*** Opening SUPPLIED RECORDS ***

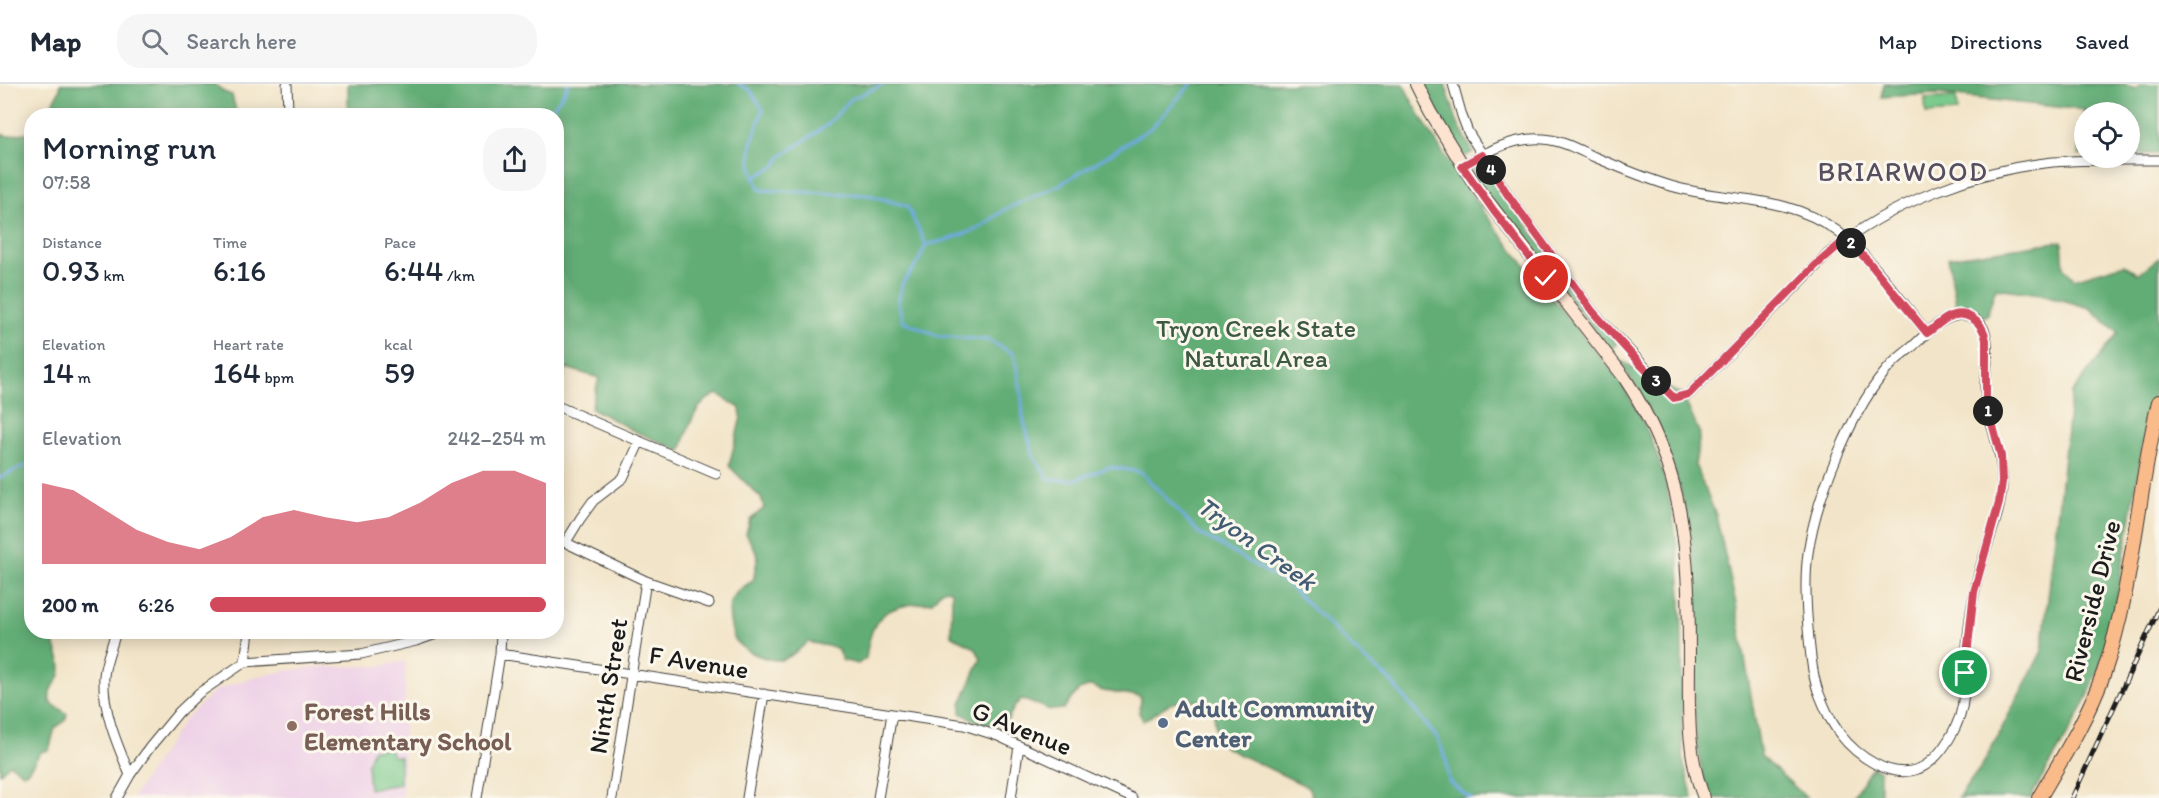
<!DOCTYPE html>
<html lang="en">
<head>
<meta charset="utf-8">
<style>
  body { margin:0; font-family:Itim,sans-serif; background:#f6f6f7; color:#1f2937; height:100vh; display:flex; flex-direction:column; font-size:22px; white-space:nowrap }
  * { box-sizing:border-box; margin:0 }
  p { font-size:20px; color:#747a83 }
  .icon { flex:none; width:33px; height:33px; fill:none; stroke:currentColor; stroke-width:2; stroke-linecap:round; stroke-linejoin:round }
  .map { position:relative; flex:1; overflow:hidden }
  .drawer { position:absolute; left:24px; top:24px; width:540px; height:531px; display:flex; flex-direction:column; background:#fff; border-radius:24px; box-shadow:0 3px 15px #0003 }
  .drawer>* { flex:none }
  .controls { position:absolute; left:2074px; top:18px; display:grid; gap:12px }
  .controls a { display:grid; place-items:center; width:66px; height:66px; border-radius:50%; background:#fff; box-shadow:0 3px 15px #0003; font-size:30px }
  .pin { position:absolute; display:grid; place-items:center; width:51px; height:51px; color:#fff; margin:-26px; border:3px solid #fff; border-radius:50%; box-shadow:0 2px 6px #0007 }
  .km { position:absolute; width:30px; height:30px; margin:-15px; border-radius:50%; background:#222; color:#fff; font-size:16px; line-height:30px; text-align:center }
  .round { display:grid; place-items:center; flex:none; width:63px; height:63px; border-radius:24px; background:#f6f6f7 }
  .overview { display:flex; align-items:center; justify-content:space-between; height:102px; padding:0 18px }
  h1 { font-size:33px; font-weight:600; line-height:45px }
  .metrics { display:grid; grid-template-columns:repeat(3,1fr); gap:9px; height:102px; padding:6px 18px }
  .metrics div { display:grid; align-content:center }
  .metrics b { font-size:30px; font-weight:600 }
  .metrics small { font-size:16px; font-weight:400 }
  .metrics p { font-size:16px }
  .chart { height:168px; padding:12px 18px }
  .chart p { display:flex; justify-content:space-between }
  .chart svg { width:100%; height:108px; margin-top:6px; fill:#d1495b; opacity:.7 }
  ul { padding:0 18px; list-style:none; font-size:20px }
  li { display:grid; grid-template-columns:96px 72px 1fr; align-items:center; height:45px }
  li i { height:15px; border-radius:8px; background:#d1495b }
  header { display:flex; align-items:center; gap:36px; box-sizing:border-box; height:84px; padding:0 30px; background:#fff; border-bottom:2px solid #e0e1e3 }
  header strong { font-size:28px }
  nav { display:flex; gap:33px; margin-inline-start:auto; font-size:21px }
  .search { width:420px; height:54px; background:#f6f6f7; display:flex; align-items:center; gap:15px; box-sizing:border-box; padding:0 21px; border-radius:24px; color:#747a83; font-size:22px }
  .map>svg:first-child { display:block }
  .built { fill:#eed0e7 }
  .green { fill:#78c98a; stroke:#4a7253; stroke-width:1.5 }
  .forest { fill:#62ad76; stroke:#3f6449; stroke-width:1.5 }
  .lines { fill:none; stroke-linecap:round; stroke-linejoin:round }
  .stream { stroke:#6faae0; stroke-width:3 }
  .street-casing { stroke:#3c3a36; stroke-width:11 }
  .secondary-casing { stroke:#3c3a36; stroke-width:14 }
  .primary-casing { stroke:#3c3a36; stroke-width:16 }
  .street { stroke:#fff; stroke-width:9 }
  .secondary { stroke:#fde4d1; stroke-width:12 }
  .primary { stroke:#fabb8b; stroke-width:14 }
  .rail-casing { stroke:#1c1c1c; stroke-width:5 }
  .rail { stroke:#fbf7ec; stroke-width:3; stroke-dasharray:9; stroke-linecap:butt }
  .route-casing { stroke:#fff; stroke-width:12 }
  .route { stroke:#d1495b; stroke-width:8 }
  .service-dot { fill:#5c6f8a; stroke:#fbf7ec; stroke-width:2 }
  .education-dot { fill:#8d6e63; stroke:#fbf7ec; stroke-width:2 }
  .labels { text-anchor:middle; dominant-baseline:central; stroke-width:6; stroke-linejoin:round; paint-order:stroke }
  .park-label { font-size:26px; fill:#3c5942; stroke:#fbf7ec }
  .street-label { font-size:26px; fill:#1c1c1c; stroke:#fbf7ec }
  .service-label { font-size:26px; font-weight:bold; fill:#4e5e75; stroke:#fbf7ec; text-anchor:start }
  .education-label { font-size:26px; font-weight:bold; fill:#785e54; stroke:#fbf7ec; text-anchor:start }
  .neighbourhood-label { font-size:27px; letter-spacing:1.5px; fill:#564f60; stroke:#fbf7ec }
  .water-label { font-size:27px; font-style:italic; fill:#415c74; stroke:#fbf7ec }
</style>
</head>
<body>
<header>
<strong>Map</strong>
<div class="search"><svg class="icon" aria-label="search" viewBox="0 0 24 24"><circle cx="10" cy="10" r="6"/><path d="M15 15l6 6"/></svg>Search here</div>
<nav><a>Map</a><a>Directions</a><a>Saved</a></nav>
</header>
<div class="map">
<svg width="2159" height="714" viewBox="0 0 2159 714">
  <rect width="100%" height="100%" fill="#fbf7ec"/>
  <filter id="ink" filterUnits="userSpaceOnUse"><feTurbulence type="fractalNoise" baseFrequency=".0167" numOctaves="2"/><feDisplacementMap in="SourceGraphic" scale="12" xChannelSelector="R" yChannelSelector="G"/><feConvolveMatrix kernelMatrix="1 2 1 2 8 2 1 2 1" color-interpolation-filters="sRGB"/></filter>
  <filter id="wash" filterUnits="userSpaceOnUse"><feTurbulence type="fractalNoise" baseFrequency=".008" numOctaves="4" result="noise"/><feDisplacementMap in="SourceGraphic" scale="24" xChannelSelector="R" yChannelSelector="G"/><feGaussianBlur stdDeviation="1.35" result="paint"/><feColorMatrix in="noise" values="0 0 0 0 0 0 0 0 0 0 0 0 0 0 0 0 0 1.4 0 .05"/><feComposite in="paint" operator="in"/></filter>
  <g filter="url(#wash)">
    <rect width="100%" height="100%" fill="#f2e4c8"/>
    <!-- built -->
    <path class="built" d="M 406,577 L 402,714 L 132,714 L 184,636 L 216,606 L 254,593 L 290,586 L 320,583 L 379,582 Z"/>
    <!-- green -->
    <path class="green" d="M 1956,13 L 1957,28 L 1926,30 L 1925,15 Z
      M 389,664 L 393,672 L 400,673 L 400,700 L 369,705 L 367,680 L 373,665 Z"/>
    <!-- forest -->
    <path class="forest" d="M 60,0 L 215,0 L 224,8 L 232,11 L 237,31 L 46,31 L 60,5 Z
      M 348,0 L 1403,0 C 1459,109 1542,201 1619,296 C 1631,316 1644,337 1653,360 C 1689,453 1681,555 1682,653 L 1684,681 L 1693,714 L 1313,714 L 1308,703 L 1226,664 L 1217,656 L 1214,630 L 1207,619 C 1194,615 1176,616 1164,623 C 1155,629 1154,632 1143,636 L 1139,629 L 1141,616 L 1140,612 L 1103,607 L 1091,602 L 1079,606 L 1063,625 L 1051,626 L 1021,615 L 1015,622 L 1005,640 C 991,643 973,637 961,629 L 961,620 L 981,574 L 975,564 L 951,551 L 952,508 L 947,505 L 941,507 L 932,518 C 889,522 872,526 866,574 L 858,580 L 842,576 L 837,564 L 808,558 C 800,564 791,574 781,576 C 768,577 742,567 735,556 C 731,547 728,529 730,519 C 733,509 744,502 753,497 L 758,472 L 746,450 L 750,436 L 764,424 L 761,414 L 729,382 L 741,333 L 740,324 L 718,310 C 694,317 688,346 681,367 L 634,347 L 591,324 L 599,294 L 566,284 L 557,312 L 556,32 L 348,32 Z
      M 1421,0 L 1445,0 L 1458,40 L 1473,68 L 1466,72 L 1459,70 Z
      M 1884,0 L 2125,0 L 2135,5 L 2140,0 L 2159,0 L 2159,70 L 2130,70 L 2130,28 L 2085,28 L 2085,71 L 2079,71 L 2084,26 L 1938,10 L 1881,13 Z
      M 31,48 L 32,548 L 52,548 C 52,561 64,577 60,591 C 55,605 48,600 50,618 L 67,630 L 65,637 L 55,644 L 49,666 L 41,668 L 27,688 L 23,689 L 10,680 L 0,689 L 0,50 L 8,52 Z
      M 1481,78 L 1593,232 L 1617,260 L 1610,266 L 1472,91 L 1474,83 Z
      M 2062,157 L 2064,184 L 2074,195 L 2124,180 L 2138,190 L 2159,174 L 2159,289 L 2149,325 L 2115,525 L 2102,577 L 2088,612 L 2076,637 L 2030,714 L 1958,714 L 1983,680 L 2042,567 L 2071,310 L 2118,249 L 2090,224 L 2041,210 L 1996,204 L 1987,231 L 1979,235 L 1957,226 L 1948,174 Z
      M 1618,275 L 1683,312 L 1700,350 L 1695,381 L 1716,431 L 1736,520 L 1761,672 L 1807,714 L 1711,714 L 1707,708 C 1686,637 1697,563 1694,491 C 1690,412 1662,340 1618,275 Z
      M 1872,683 L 1880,687 L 1880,714 L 1853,714 Z"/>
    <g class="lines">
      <!-- stream -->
      <path class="stream" d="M 739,0 L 751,7 L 763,26 C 752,55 743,76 760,106 L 869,111 L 907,122 L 926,161 L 917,180 L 902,200 L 898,219 L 903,237 L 938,252 L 988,256 L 1014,270 L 1021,306 L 1023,334 L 1034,374 L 1049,395 L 1074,396 L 1110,383 L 1141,388 L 1199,449 L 1287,500 L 1365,576 L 1389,595 L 1438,655 L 1446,676 L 1449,697 L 1468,713 L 1471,714
        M 547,32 C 553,21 565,11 568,0
        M 754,94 L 775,82 L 782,72 L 827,41 L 851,15 L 884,0
        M 926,161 L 950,155 L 978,145 L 1004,126 L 1059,101 L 1107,72 L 1152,43 L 1191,0
        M 0,394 L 21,383 L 32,381"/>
    </g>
  </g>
  <g filter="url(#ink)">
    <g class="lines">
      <!-- street casing -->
      <g class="street-casing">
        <path id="street" d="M 287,0 L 288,26
          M 1453,0 L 1462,32 L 1468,48 L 1508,111 L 1593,228 L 1674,314 L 1689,310 L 1829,169 C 1890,119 1975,86 2053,78 C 2088,75 2124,76 2159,76
          M 1463,82 C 1488,67 1513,53 1543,55 C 1560,56 1575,64 1590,71 C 1616,82 1644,94 1671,102 C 1728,119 1785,109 1837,147 C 1868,170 1902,218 1927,249
          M 1960,231 C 1971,232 1981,237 1985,248 C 1990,264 1986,285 1985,301 C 1985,336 2004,365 2002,401 C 2001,430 1986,460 1979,489 C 1970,521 1967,556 1965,589 C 1963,608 1965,624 1956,642 C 1949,657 1935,679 1918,685 C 1890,696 1856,671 1840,650 C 1830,637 1824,622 1818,607 C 1812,590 1811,573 1809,555 C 1806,526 1804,498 1808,469 C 1816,413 1853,321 1892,280 C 1898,274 1906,268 1912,263 C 1926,250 1941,233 1960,231 Z
          M 557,322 L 716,390
          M 556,454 L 646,497 L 709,519
          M 566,458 L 580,435 L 593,417 L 623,394 L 640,357
          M 116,548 C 112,562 105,578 104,592 C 102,626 117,660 130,691
          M 500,570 L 964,641 L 998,652 L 1132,714
          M 245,578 L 249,548
          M 117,714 L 130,691 L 150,663 L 179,628 L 199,609 L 245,578 L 361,570 L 416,557 L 442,548
          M 477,714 L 500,570 L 501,548
          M 612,714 L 646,497
          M 747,714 L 764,610
          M 878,714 L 892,630
          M 1011,714 L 1019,662"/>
      </g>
      <!-- secondary casing -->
      <g class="secondary-casing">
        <path id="secondary" d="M 1416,0 L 1430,28 L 1475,101 L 1624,293 C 1686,386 1689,466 1689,574 C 1689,621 1686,669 1704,714"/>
      </g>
      <!-- primary casing -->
      <g class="primary-casing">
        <path id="primary" d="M 2039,714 C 2063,673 2088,633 2104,588 C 2134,501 2137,407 2159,318"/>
      </g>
      <!-- street -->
      <use href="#street" class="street"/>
      <!-- secondary -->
      <use href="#secondary" class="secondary"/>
      <!-- primary -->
      <use href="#primary" class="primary"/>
      <!-- rail casing -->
      <g class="rail-casing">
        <path id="rail" d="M 2072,714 L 2159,525"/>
      </g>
      <!-- rail -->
      <use href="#rail" class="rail"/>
    </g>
  </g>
  <g class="lines" filter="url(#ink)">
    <!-- route casing -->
    <g class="route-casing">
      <path id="route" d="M 1546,194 L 1494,127 L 1462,82 L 1482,71 L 1508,111 L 1593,228 L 1642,282 L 1674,314 L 1689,310 L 1815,182 L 1846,155 L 1868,177 L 1927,249 C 1933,245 1940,238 1947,234 C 1965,224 1983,237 1986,256 L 1986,317 L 2001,372 L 2002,398 L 1999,419 L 1974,508 L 1965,589"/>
    </g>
    <!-- route -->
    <use href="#route" class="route"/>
  </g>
  <!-- markers -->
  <circle class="service-dot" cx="1163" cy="639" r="6"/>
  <circle class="education-dot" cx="292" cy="642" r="6"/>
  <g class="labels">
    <!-- park labels -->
    <g class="park-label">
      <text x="1256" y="244">Tryon Creek State<tspan x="1256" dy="30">Natural Area</tspan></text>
    </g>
    <!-- street labels -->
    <g class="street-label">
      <text transform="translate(2092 517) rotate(-76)">Riverside Drive</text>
      <text transform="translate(699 578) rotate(9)">F Avenue</text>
      <text transform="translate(608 602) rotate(-81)">Ninth Street</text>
      <text transform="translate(1022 644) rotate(22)">G Avenue</text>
    </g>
    <!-- service labels -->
    <g class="service-label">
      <text x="1175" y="624">Adult Community<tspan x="1175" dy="30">Center</tspan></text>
    </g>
    <!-- education labels -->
    <g class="education-label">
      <text x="304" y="627">Forest Hills<tspan x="304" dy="30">Elementary School</tspan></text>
    </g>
    <!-- neighbourhood labels -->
    <g class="neighbourhood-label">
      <text x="1903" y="87">BRIARWOOD</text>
    </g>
    <!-- water labels -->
    <g class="water-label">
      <text transform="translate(1257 459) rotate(36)">Tryon Creek</text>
    </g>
  </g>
</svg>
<div class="controls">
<a><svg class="icon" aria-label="locate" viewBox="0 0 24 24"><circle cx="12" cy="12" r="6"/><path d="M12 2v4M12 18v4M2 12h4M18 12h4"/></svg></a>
</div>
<div class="pin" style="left:1965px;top:589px;background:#1e9e55"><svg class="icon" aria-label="arrive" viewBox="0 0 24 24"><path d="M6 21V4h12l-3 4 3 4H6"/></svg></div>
<div class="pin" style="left:1546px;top:194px;background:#d93025"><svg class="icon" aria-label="check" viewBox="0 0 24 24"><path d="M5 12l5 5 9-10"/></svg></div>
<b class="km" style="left:1988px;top:327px">1</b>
<b class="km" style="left:1851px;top:159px">2</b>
<b class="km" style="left:1656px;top:297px">3</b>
<b class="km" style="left:1491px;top:86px">4</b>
<section class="drawer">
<div class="overview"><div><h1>Morning run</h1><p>07:58</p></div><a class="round"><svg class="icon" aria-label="share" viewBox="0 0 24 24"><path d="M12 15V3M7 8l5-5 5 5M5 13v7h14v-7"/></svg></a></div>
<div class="metrics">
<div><p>Distance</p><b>0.93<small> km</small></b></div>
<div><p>Time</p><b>6:16</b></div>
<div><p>Pace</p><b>6:44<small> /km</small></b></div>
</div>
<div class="metrics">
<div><p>Elevation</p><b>14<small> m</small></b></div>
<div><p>Heart rate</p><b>164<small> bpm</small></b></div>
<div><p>kcal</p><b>59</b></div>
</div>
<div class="chart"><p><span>Elevation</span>242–254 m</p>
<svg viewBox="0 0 160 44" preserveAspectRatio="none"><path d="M0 44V11L10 14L20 22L30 30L40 35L50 38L60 33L70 25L80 22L90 25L100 27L110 25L120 19L130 11L140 6L150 6L160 11V44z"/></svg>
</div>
<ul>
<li><b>200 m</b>6:26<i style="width:100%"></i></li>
</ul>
</section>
</div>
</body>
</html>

*** Closing SUPPLIED RECORDS ***

Please return each line of the listing above that contains "fractalNoise".

  <filter id="ink" filterUnits="userSpaceOnUse"><feTurbulence type="fractalNoise" baseFrequency=".0167" numOctaves="2"/><feDisplacementMap in="SourceGraphic" scale="12" xChannelSelector="R" yChannelSelector="G"/><feConvolveMatrix kernelMatrix="1 2 1 2 8 2 1 2 1" color-interpolation-filters="sRGB"/></filter>
  <filter id="wash" filterUnits="userSpaceOnUse"><feTurbulence type="fractalNoise" baseFrequency=".008" numOctaves="4" result="noise"/><feDisplacementMap in="SourceGraphic" scale="24" xChannelSelector="R" yChannelSelector="G"/><feGaussianBlur stdDeviation="1.35" result="paint"/><feColorMatrix in="noise" values="0 0 0 0 0 0 0 0 0 0 0 0 0 0 0 0 0 1.4 0 .05"/><feComposite in="paint" operator="in"/></filter>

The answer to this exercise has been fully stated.